BEGIN Material provided

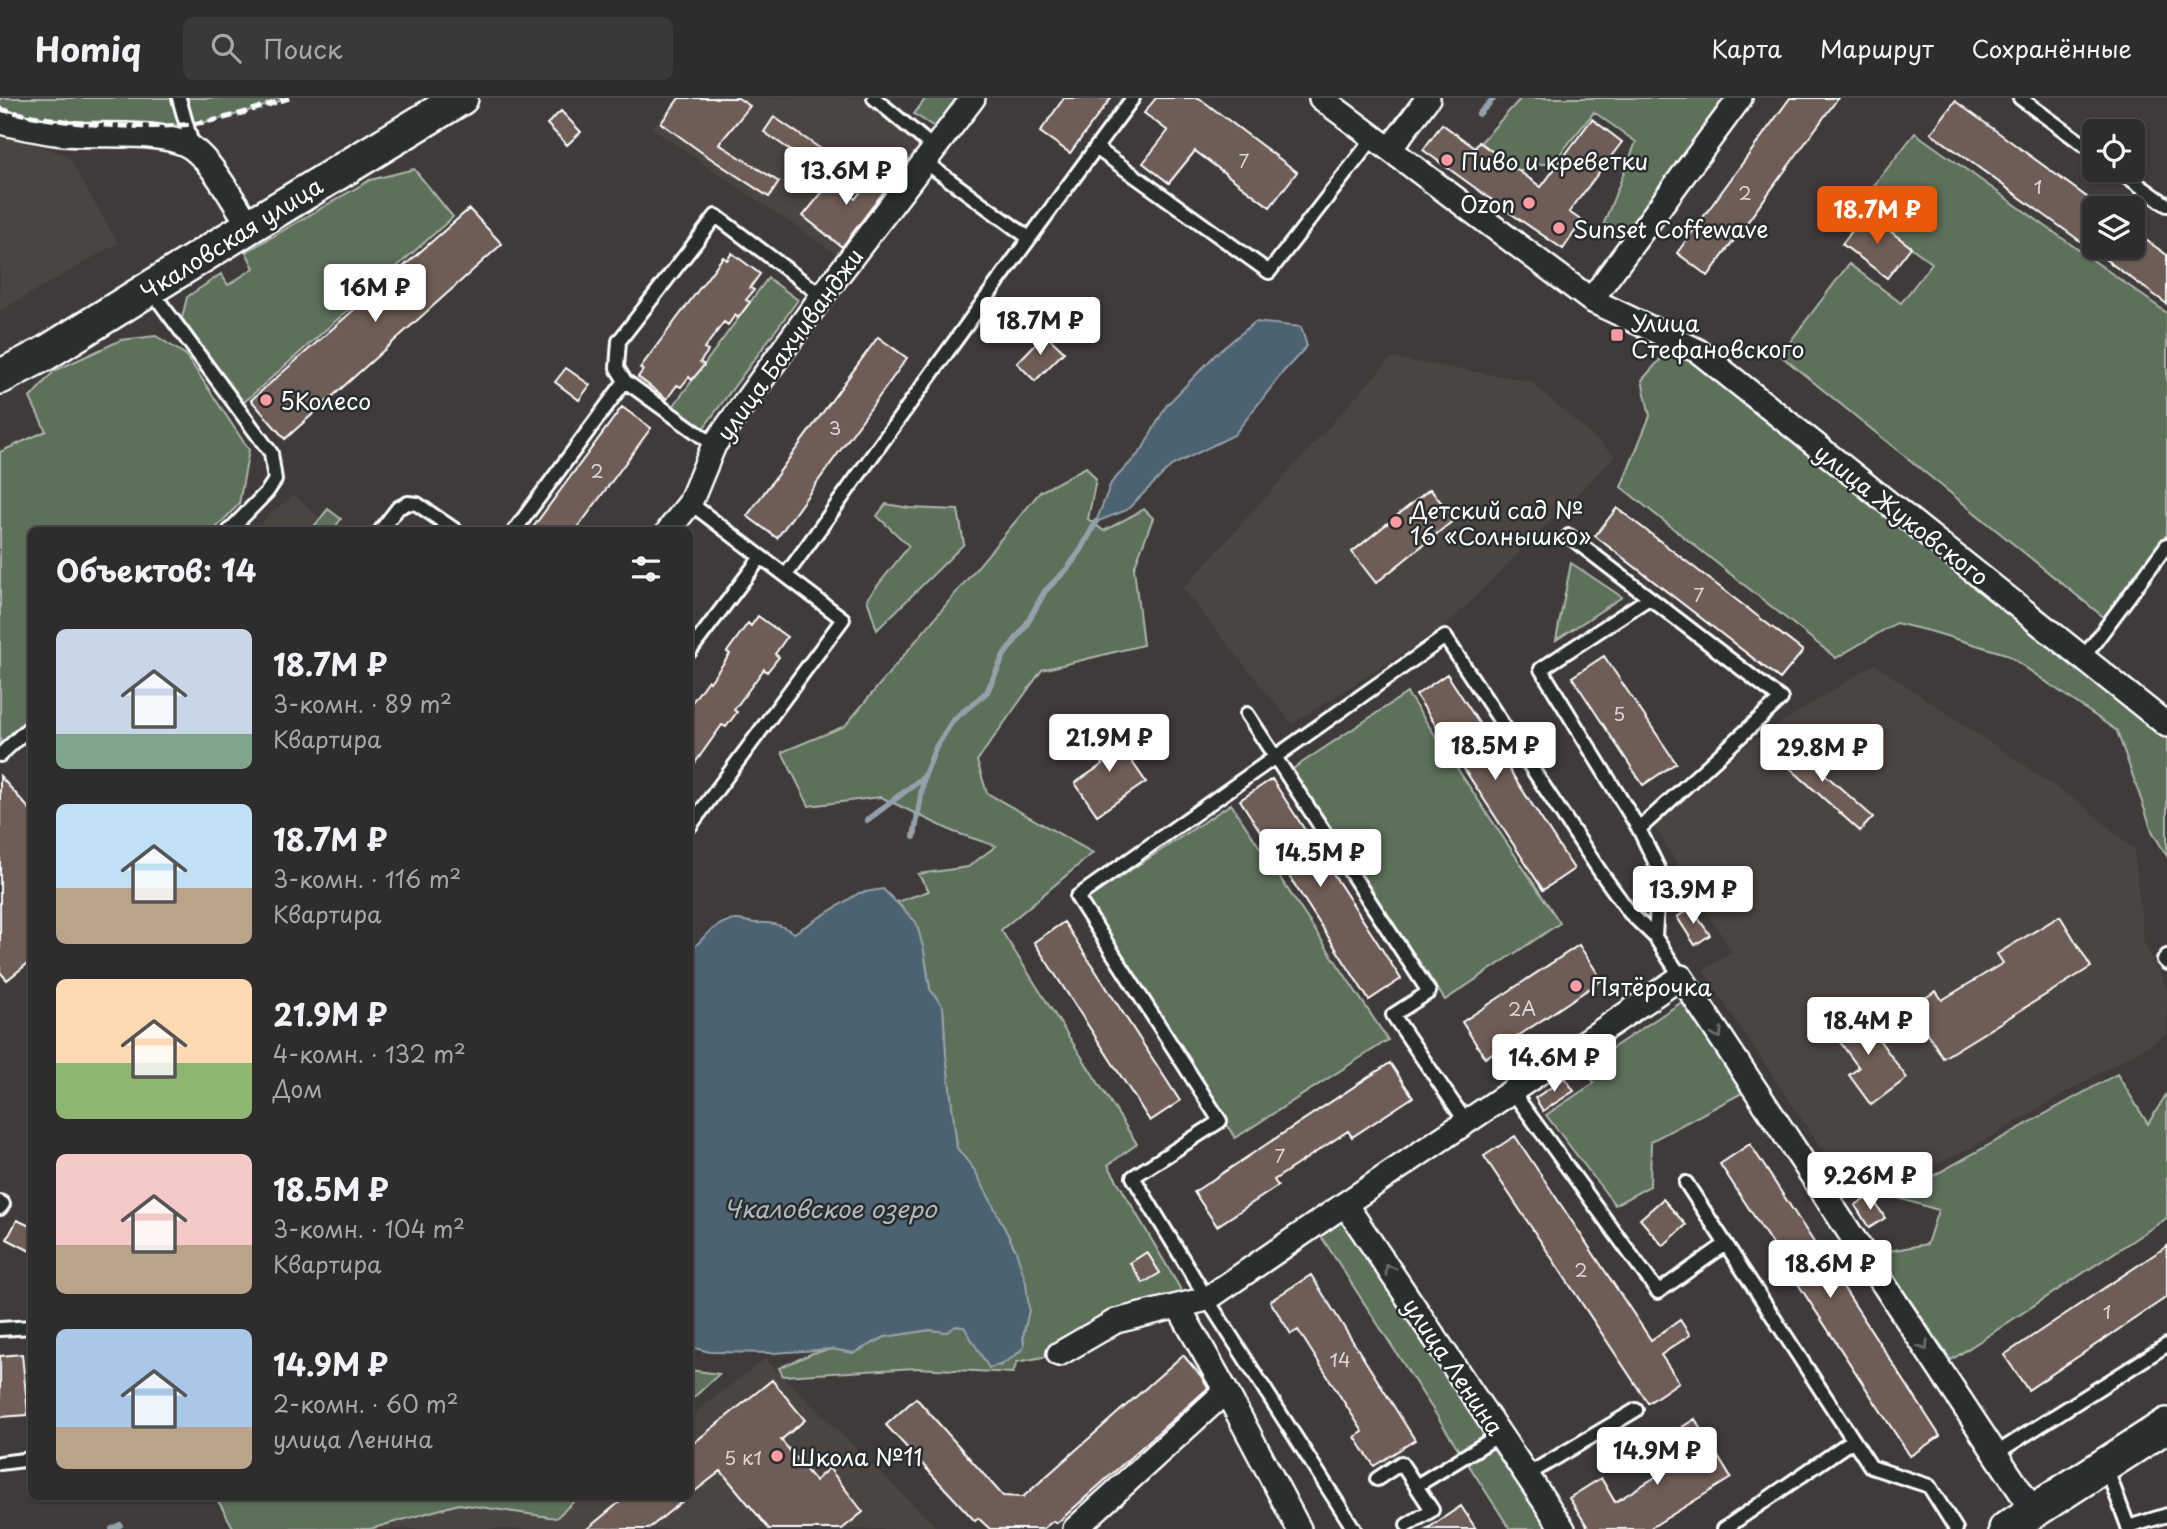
<!DOCTYPE html>
<html lang="ru">
<head>
<meta charset="utf-8">
<style>
	body { margin:0; font-family:"Playpen Sans",sans-serif; background:#3a3838; color:#f1f3f6; height:100vh; display:flex; flex-direction:column; font-size:26px; white-space:nowrap }
	* { box-sizing:border-box; margin:0 }
	p { font-size:23px; color:#a7a7a9 }
	.icon { flex:none; width:38px; height:38px; fill:none; stroke:currentColor; stroke-width:2; stroke-linecap:round; stroke-linejoin:round }
	.map { position:relative; flex:1; overflow:hidden }
	.sheet { position:absolute; left:28px; top:429px; width:665px; height:973px; display:flex; flex-direction:column; background:#2e2c2c; border-radius:10px; box-shadow:0 2px 5px #0004,0 0 0 2px #494848 }
	.sheet>* { flex:none }
	.fabs { position:absolute; left:2082px; top:21px; display:grid; gap:14px }
	.fabs a { display:grid; place-items:center; width:63px; height:63px; border-radius:10px; background:#2e2c2c; box-shadow:0 2px 5px #0004,0 0 0 2px #494848; font-size:35px }
	.price { position:absolute; translate:-50% -60px; padding:0 16px; border-radius:7px; background:#fff; color:#222; font-size:23px; line-height:46px; filter:drop-shadow(0 2px 4px #0008) }
	.price::after { content:''; position:absolute; left:50%; top:42px; width:21px; height:16px; margin-left:-10px; background:inherit; clip-path:polygon(0 0,100% 0,50% 100%) }
	.price.current { background:#ea580c; color:#fff }
	ul { padding:0; list-style:none }
	li { display:flex; align-items:center; gap:21px; height:175px; padding:0 28px }
	li span { display:grid; place-items:center; flex:none; width:196px; height:140px; border-radius:10px; color:#555 }
	li>.icon { margin-inline-start:auto }
	span .icon { width:84px; height:84px; fill:#fffc; stroke-width:1 }
	li b { font-size:30px }
	h2 { display:flex; justify-content:space-between; align-items:center; height:84px; padding:0 28px; font-size:30px }
	header { display:flex; align-items:center; gap:42px; box-sizing:border-box; height:98px; padding:0 35px; background:#2e2c2c; border-bottom:2px solid #494848 }
	header strong { font-size:33px }
	nav { display:flex; gap:38px; margin-inline-start:auto; font-size:24px }
	.search { width:490px; height:63px; background:#3a3838; display:flex; align-items:center; gap:18px; box-sizing:border-box; padding:0 24px; border-radius:10px; color:#a7a7a9; font-size:26px }
	.map>svg:first-child { display:block }
</style>
</head>
<body>
<header>
<strong>Homiq</strong>
<div class="search"><svg class="icon" aria-label="search" viewBox="0 0 24 24"><circle cx="10" cy="10" r="6"/><path d="M15 15l6 6"/></svg>Поиск</div>
<nav><a>Карта</a><a>Маршрут</a><a>Сохранённые</a></nav>
</header>
<div class="map">
<svg width="2167" height="1431" viewBox="0 0 2167 1431">
	<rect width="100%" height="100%" fill="#3e3b3a"/>
	<filter id="ink" filterUnits="userSpaceOnUse"><feTurbulence type="fractalNoise" baseFrequency=".0143" numOctaves="2"/><feDisplacementMap in="SourceGraphic" scale="14" xChannelSelector="R" yChannelSelector="G"/><feConvolveMatrix kernelMatrix="1 2 1 2 8 2 1 2 1" color-interpolation-filters="sRGB"/></filter>
	<g filter="url(#ink)">
		<path fill="#4c4542" d="M678,0H866L929,50L845,162L651,30Z
			M0,36L67,57L118,145L0,213Z
			M1391,260L1530,283L1615,358L1447,527L1292,626L1183,491Z
			M294,397L319,419L308,432H255L271,415Z
			M1874,566L2081,706L2134,751L2144,845L2167,891V936L1980,1045L1915,1077L1840,1079L1703,873L1732,853L1700,804L1654,728L1748,646Z
			M765,1261L938,1431H370L459,1406L556,1420L584,1398H690V1318Z"/>
		<path fill="#5b6f5a" stroke="#adb7ac" stroke-width="2" d="M0,0H289C261,9 234,19 205,24C144,34 60,26 0,11Z
			M926,0H967L936,30L914,16Z
			M1521,0H1732L1627,143L1604,125L1636,44L1594,14L1552,66H1534L1518,75L1481,44Z
			M1915,35L2167,215V436L2106,521L1780,257L1849,166L1901,205L1932,165L1857,109Z
			M414,71L453,119L243,305L182,220L187,199L221,176L228,187L254,170L246,154L370,82Z
			M768,180L798,202L702,332L672,310Z
			M156,238L186,257L249,352L239,406L214,432H32L31,631L0,658V354L46,333L30,300L54,273L121,242Z
			M1672,248L1694,257L2167,636V758L2153,735L2117,633L2006,556L1933,534L1896,525L1836,560L1621,389L1650,318L1642,282Z
			M1086,369L1096,381L1088,421L1104,433L1144,411L1153,420L1134,470L1143,547L1042,572L977,663L987,695L1093,755L1001,832L1137,1046L1108,1067L1181,1192L1142,1218L1059,1256L1017,1264L1013,1275L916,1270L783,1278L779,1270L813,1255L832,1251L854,1255L885,1239L930,1232L947,1234L955,1228L964,1229L1000,1268L1024,1249L1023,1238L1029,1212L1016,1153L975,1073L957,1050L946,957L943,909L930,891L924,853L916,825L897,804L929,793L918,776L968,769L996,748L954,734L881,699L809,708L782,654L845,628L1040,394Z
			M886,406L909,410L958,412L964,446L877,532L867,501L909,448L877,418Z
			M328,411L341,421L333,432H311Z
			M1571,465L1622,499L1556,542Z
			M1407,595L1560,825L1445,902L1291,672Z
			M1231,706L1388,942L1235,1040L1087,801Z
			M1685,902L1744,994L1651,1043L1650,1088L1615,1107L1546,1017L1594,985L1585,968Z
			M2117,976L2148,1026L2167,995V1120L1951,1262L1878,1155L1927,1146L1938,1112L1895,1099Z
			M1343,1119L1551,1431H1510L1319,1135Z
			M690,1272L719,1276L690,1303Z
			M219,1398H580L556,1420L459,1406L370,1431H234L217,1401Z"/>
		<path fill="#4e6271" stroke="#95a1aa" stroke-width="2" d="M1255,224L1301,229L1307,248L1284,273L1234,337L1171,368L1127,412L1096,424L1111,385L1142,352L1166,308L1216,256Z
			M883,791L916,824L924,853L930,891L943,909L946,957L957,1050L975,1073L991,1103L1016,1153L1026,1184L1029,1212L1023,1238L1024,1249C1014,1260 1003,1267 989,1270L964,1229L956,1228L947,1234L930,1232L885,1239L854,1255L832,1251L774,1255L710,1254L690,1249V854C702,841 716,823 735,822C742,821 750,825 757,825C773,824 781,827 794,835L859,795Z"/>
		<g fill="none" stroke-linecap="round" stroke-linejoin="round">
			<path stroke="#95a1aa" stroke-width="6" d="M1479,16L1494,0
				M867,722L924,679
				M914,739L924,679L936,649L953,622L987,594L1004,557L1025,529L1045,493L1067,471L1081,452L1096,424
				M112,1431L120,1427"/>
		</g>
		<path fill="#6e5d56" stroke="#fff" stroke-width="2" d="M679,0H738L750,8L719,46L779,84L769,99L704,56L661,25Z
			M1064,0H1111L1070,55L1040,34Z
			M1156,0H1199L1297,74L1270,109L1195,53L1169,85L1143,65L1168,33L1144,15Z
			M1790,0H1838L1708,178L1677,155Z
			M1955,3L2095,105V149H2133V133L2167,157V206L1931,35Z
			M561,13L581,34L567,47L547,26Z
			M774,19L843,66L819,72L764,34Z
			M1592,21L1622,44L1569,114L1582,123L1563,151L1510,115L1423,52L1442,26L1475,50L1479,44L1541,89Z
			M880,69L894,80L842,149L803,118L833,81L855,101Z
			M469,111L502,146L285,341L251,302Z
			M1866,115L1911,149L1887,180L1842,146Z
			M732,155L760,176L750,190L754,192L746,202L750,204L738,220L735,217L728,227L724,224L704,251L708,253L700,264L704,267L692,282L689,279L681,289L677,287L667,301L638,279L643,272L640,270L723,159L727,162Z
			M1045,236L1064,254L1035,283L1017,265Z
			M878,239L907,260L777,440L747,418Z
			M566,270L590,287L579,302L555,284Z
			M622,309L651,330L576,432H531Z
			M1430,391L1455,421L1376,485L1352,454Z
			M1617,410L1803,553L1780,581L1595,438Z
			M758,518L787,539L775,556L779,559L767,574L764,571L734,612L737,614L726,629L722,627L690,672V607L708,582L710,584L730,556L727,554L748,525L751,528Z
			M1604,558L1676,665L1643,687L1572,579Z
			M1447,576L1574,771L1543,792L1416,597Z
			M1108,629L1146,684L1097,717L1075,685L1103,666L1087,643Z
			M1783,639L1873,719L1860,733L1771,653Z
			M0,678L32,714V862L7,882L0,874Z
			M1272,681L1401,881L1369,902L1240,702Z
			M1691,810L1710,837L1695,847L1677,819Z
			M2060,818L2091,869L1943,960L1911,909L1936,893L1942,902L2003,865L1997,856Z
			M1064,824L1180,1003L1150,1023L1034,844Z
			M1579,847L1602,882L1485,960L1462,924Z
			M1856,910L1907,980L1871,1007L1849,977L1859,970L1829,929Z
			M1390,965L1413,999L1352,1039L1348,1033L1274,1082L1278,1088L1217,1128L1194,1094Z
			M1565,980L1574,993L1543,1013L1535,1000Z
			M1515,1038L1651,1242L1680,1222L1690,1237L1661,1257L1679,1284L1648,1305L1484,1058Z
			M1750,1046L1940,1338L1910,1358L1720,1066Z
			M1871,1098L1885,1120L1869,1130L1855,1107Z
			M1663,1101L1686,1127L1663,1148L1640,1121Z
			M17,1122L32,1129V1154L7,1141Z
			M2167,1148V1199L2028,1292L2004,1257Z
			M1147,1154L1160,1175L1143,1185L1130,1165Z
			M1311,1177L1415,1342L1374,1368L1355,1339L1363,1334L1298,1232L1291,1236L1270,1203Z
			M22,1256L28,1317L0,1319V1258Z
			M1183,1257L1201,1278L1208,1290L1057,1425L1053,1423L1043,1431H990L978,1420L975,1423L886,1327L916,1300L1003,1398L1023,1399Z
			M772,1282L805,1322L781,1342L815,1383L829,1370L863,1414L842,1431H769L721,1373L690,1397V1348Z
			M1695,1321L1731,1380L1649,1431H1589L1569,1400L1601,1380L1615,1404L1678,1365L1663,1341Z
			M627,1398H689L648,1431H587Z
			M1461,1408L1476,1431H1427Z"/>
		<g fill="none" stroke-linecap="round" stroke-linejoin="round">
			<defs>
				<path id="lane" d="M179,0L193,50
					M874,0L935,51
					M2020,0L2095,55
					M1096,50L1269,174L1374,39
					M925,64L1029,140
					M2118,72L2167,107
					M150,191L271,355L275,382L267,394L230,432
					M714,347L625,283L617,270L619,243L716,118L822,198
					M381,432L398,410L408,405L417,406L455,432
					M515,432L625,283
					M1569,438L1781,601L1639,731
					M786,477C902,318 1015,157 1133,0
					M1649,500L1541,571L1639,731L1659,772L1655,839
					M690,553L761,459
					M2083,560L2167,447
					M1247,616L1429,894L1393,917L1466,1024
					M0,657L32,627
					M690,728L843,521L690,405
					M2167,858L2164,862L2167,865
					M1512,993L1658,1194L1726,1146
					M1686,1085L1871,1369L1929,1388L1956,1431
					M0,1104L3,1106L0,1110
					M0,1231L32,1229
					M1995,1356L2167,1247
					M0,1365L32,1361
					M2106,1369L2129,1431
					M1527,1377L1636,1312
					M1377,1381L1401,1365L1432,1412L1407,1427
					M1416,1388L1501,1336
					M2128,1429L2167,1417
					M1354,1431L1207,1201L1133,1079L1220,1023L1077,799L1445,539L1601,775L1630,815L1655,839L1681,879
					M1724,1431L1853,1342"/>
				<path id="street" d="M1321,0L1591,202L1698,253L2167,627
					M0,24C21,29 43,34 64,36C97,39 166,31 192,50C215,67 233,104 250,128
					M1390,51L1428,0
					M1591,202L1740,0
					M669,432L690,405L714,347L822,198L973,0
					M1345,1106L1563,1431
					M1178,1208L1226,1293L1299,1431
					M1059,1256L1116,1223L1207,1201L1345,1106L1681,879L2034,1414
					M1075,1431L1226,1293"/>
				<path id="secondary" d="M0,279L46,255L250,128L461,0
					M2006,1431L2167,1327"/>
			</defs>
			<use href="#lane" stroke="#fff" stroke-width="18"/>
			<use href="#street" stroke="#fff" stroke-width="28"/>
			<use href="#secondary" stroke="#fff" stroke-width="38"/>
			<use href="#lane" stroke="#2a2d2e" stroke-width="12"/>
			<use href="#street" stroke="#2a2d2e" stroke-width="23"/>
			<use href="#secondary" stroke="#2a2d2e" stroke-width="33"/>
			<path stroke="#fff" stroke-width="5" stroke-dasharray="10 5" stroke-linecap="butt" d="M0,11C60,26 144,34 205,24C234,19 261,9 289,0"/>
		</g>
		<defs><path id="oneway-chevron" d="M-2-3.5L2.5 0L-2 3.5" fill="none" stroke-width="1.6" stroke-linecap="round" stroke-linejoin="round" transform="scale(1.75)"/></defs>
		<g stroke="#6a6c6d">
			<use href="#oneway-chevron" transform="translate(1718 936) rotate(57)"/>
			<use href="#oneway-chevron" transform="translate(1389 1171) rotate(-124)"/>
			<use href="#oneway-chevron" transform="translate(1924 1248) rotate(57)"/>
		</g>
	</g>
	<g fill="#ff9aa2" stroke="#2a2d2e" stroke-width="2.5">
		<circle cx="1447" cy="62" r="7"/>
		<circle cx="1529" cy="105" r="7"/>
		<circle cx="1559" cy="130" r="7"/>
		<rect x="1610" y="230" width="14" height="14" rx="3.5"/>
		<circle cx="266" cy="302" r="7"/>
		<circle cx="1396" cy="424" r="7"/>
		<circle cx="1576" cy="888" r="7"/>
		<circle cx="777" cy="1358" r="7"/>
	</g>
	<g text-anchor="middle" dominant-baseline="central" stroke-width="5" stroke-linejoin="round" paint-order="stroke">
		<g font-size="19" fill="#dbd6d5">
			<text x="1244" y="62">7</text>
			<text x="2038" y="88">1</text>
			<text x="1745" y="94">2</text>
			<text x="835" y="329">3</text>
			<text x="597" y="372">2</text>
			<text x="1699" y="496">7</text>
			<text x="1619" y="615">5</text>
			<text x="1522" y="910">2А</text>
			<text x="1280" y="1057">7</text>
			<text x="1581" y="1171">2</text>
			<text x="2107" y="1213">1</text>
			<text x="1340" y="1261">14</text>
			<text x="743" y="1359">5 к1</text>
		</g>
		<g font-size="23" fill="#fff" stroke="#2a2d2e" text-anchor="start">
			<text x="1461" y="62">Пиво и креветки</text>
			<text x="1515" y="105" text-anchor="end">Ozon</text>
			<text x="1573" y="130">Sunset Coffewave</text>
			<text x="1631" y="224">Улица<tspan x="1631" dy="26">Стефановского</tspan></text>
			<text x="280" y="302">5Колесо</text>
			<text x="1410" y="411">Детский сад №<tspan x="1410" dy="26">16 «Солнышко»</tspan></text>
			<text x="1590" y="888">Пятёрочка</text>
			<text x="791" y="1358">Школа №11</text>
		</g>
		<g font-size="23" fill="#fff" stroke="#2a2d2e">
			<text transform="translate(231 140) rotate(-32)">Чкаловская улица</text>
			<text transform="translate(789 246) rotate(-54)">улица Бахчиванджи</text>
			<text transform="translate(1902 416) rotate(38)">улица Жуковского</text>
			<text transform="translate(1454 1268) rotate(56)">улица Ленина</text>
		</g>
		<g font-size="24" font-style="italic" fill="#afb8bf" stroke="#2a2d2e">
			<text x="830" y="1110">Чкаловское озеро</text>
		</g>
	</g>
</svg>
<div class="fabs">
<a><svg class="icon" aria-label="locate" viewBox="0 0 24 24"><circle cx="12" cy="12" r="6"/><path d="M12 2v4M12 18v4M2 12h4M18 12h4"/></svg></a>
<a><svg class="icon" aria-label="layers" viewBox="0 0 24 24"><path d="M12 4l9 5-9 5-9-5zM3 14l9 5 9-5"/></svg></a>
</div>
<b class="price" style="left:846px;top:109px">13.6M ₽</b>
<b class="price current" style="left:1877px;top:148px">18.7M ₽</b>
<b class="price" style="left:375px;top:226px">16M ₽</b>
<b class="price" style="left:1040px;top:259px">18.7M ₽</b>
<b class="price" style="left:1109px;top:676px">21.9M ₽</b>
<b class="price" style="left:1495px;top:684px">18.5M ₽</b>
<b class="price" style="left:1822px;top:686px">29.8M ₽</b>
<b class="price" style="left:1320px;top:791px">14.5M ₽</b>
<b class="price" style="left:1693px;top:828px">13.9M ₽</b>
<b class="price" style="left:1868px;top:959px">18.4M ₽</b>
<b class="price" style="left:1554px;top:996px">14.6M ₽</b>
<b class="price" style="left:1870px;top:1114px">9.26M ₽</b>
<b class="price" style="left:1830px;top:1202px">18.6M ₽</b>
<b class="price" style="left:1657px;top:1389px">14.9M ₽</b>
<section class="sheet">
<h2>Объектов: 14<svg class="icon" aria-label="filters" viewBox="0 0 24 24"><path d="M4 7h16M4 17h16"/><circle cx="9" cy="7" r="2"/><circle cx="15" cy="17" r="2"/></svg></h2>
<ul>
<li><span style="background:linear-gradient(#c9d6e8 75%,#7fa58c 0)"><svg class="icon" aria-label="home" viewBox="0 0 24 24"><path d="M3 11l9-7 9 7M6 9v11h12V9"/></svg></span><div><b>18.7M ₽</b><p>3-комн. · 89 m²</p><p>Квартира</p></div></li>
<li><span style="background:linear-gradient(#bfe0f5 60%,#b9a48a 0)"><svg class="icon" aria-label="home" viewBox="0 0 24 24"><path d="M3 11l9-7 9 7M6 9v11h12V9"/></svg></span><div><b>18.7M ₽</b><p>3-комн. · 116 m²</p><p>Квартира</p></div></li>
<li><span style="background:linear-gradient(#ffd9b3 60%,#8fb573 0)"><svg class="icon" aria-label="home" viewBox="0 0 24 24"><path d="M3 11l9-7 9 7M6 9v11h12V9"/></svg></span><div><b>21.9M ₽</b><p>4-комн. · 132 m²</p><p>Дом</p></div></li>
<li><span style="background:linear-gradient(#f6c9c9 65%,#b9a48a 0)"><svg class="icon" aria-label="home" viewBox="0 0 24 24"><path d="M3 11l9-7 9 7M6 9v11h12V9"/></svg></span><div><b>18.5M ₽</b><p>3-комн. · 104 m²</p><p>Квартира</p></div></li>
<li><span style="background:linear-gradient(#a9c7e8 70%,#b9a48a 0)"><svg class="icon" aria-label="home" viewBox="0 0 24 24"><path d="M3 11l9-7 9 7M6 9v11h12V9"/></svg></span><div><b>14.9M ₽</b><p>2-комн. · 60 m²</p><p>улица Ленина</p></div></li>
</ul>
</section>
</div>
</body>
</html>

END Material provided

▶ Assignment
No pictures belong in the answer, only the lines from the top of the listing through the line containing "position:relative; flex:1; overflow:hidden", repeated word for word.

▶ Output for this exercise
<!DOCTYPE html>
<html lang="ru">
<head>
<meta charset="utf-8">
<style>
	body { margin:0; font-family:"Playpen Sans",sans-serif; background:#3a3838; color:#f1f3f6; height:100vh; display:flex; flex-direction:column; font-size:26px; white-space:nowrap }
	* { box-sizing:border-box; margin:0 }
	p { font-size:23px; color:#a7a7a9 }
	.icon { flex:none; width:38px; height:38px; fill:none; stroke:currentColor; stroke-width:2; stroke-linecap:round; stroke-linejoin:round }
	.map { position:relative; flex:1; overflow:hidden }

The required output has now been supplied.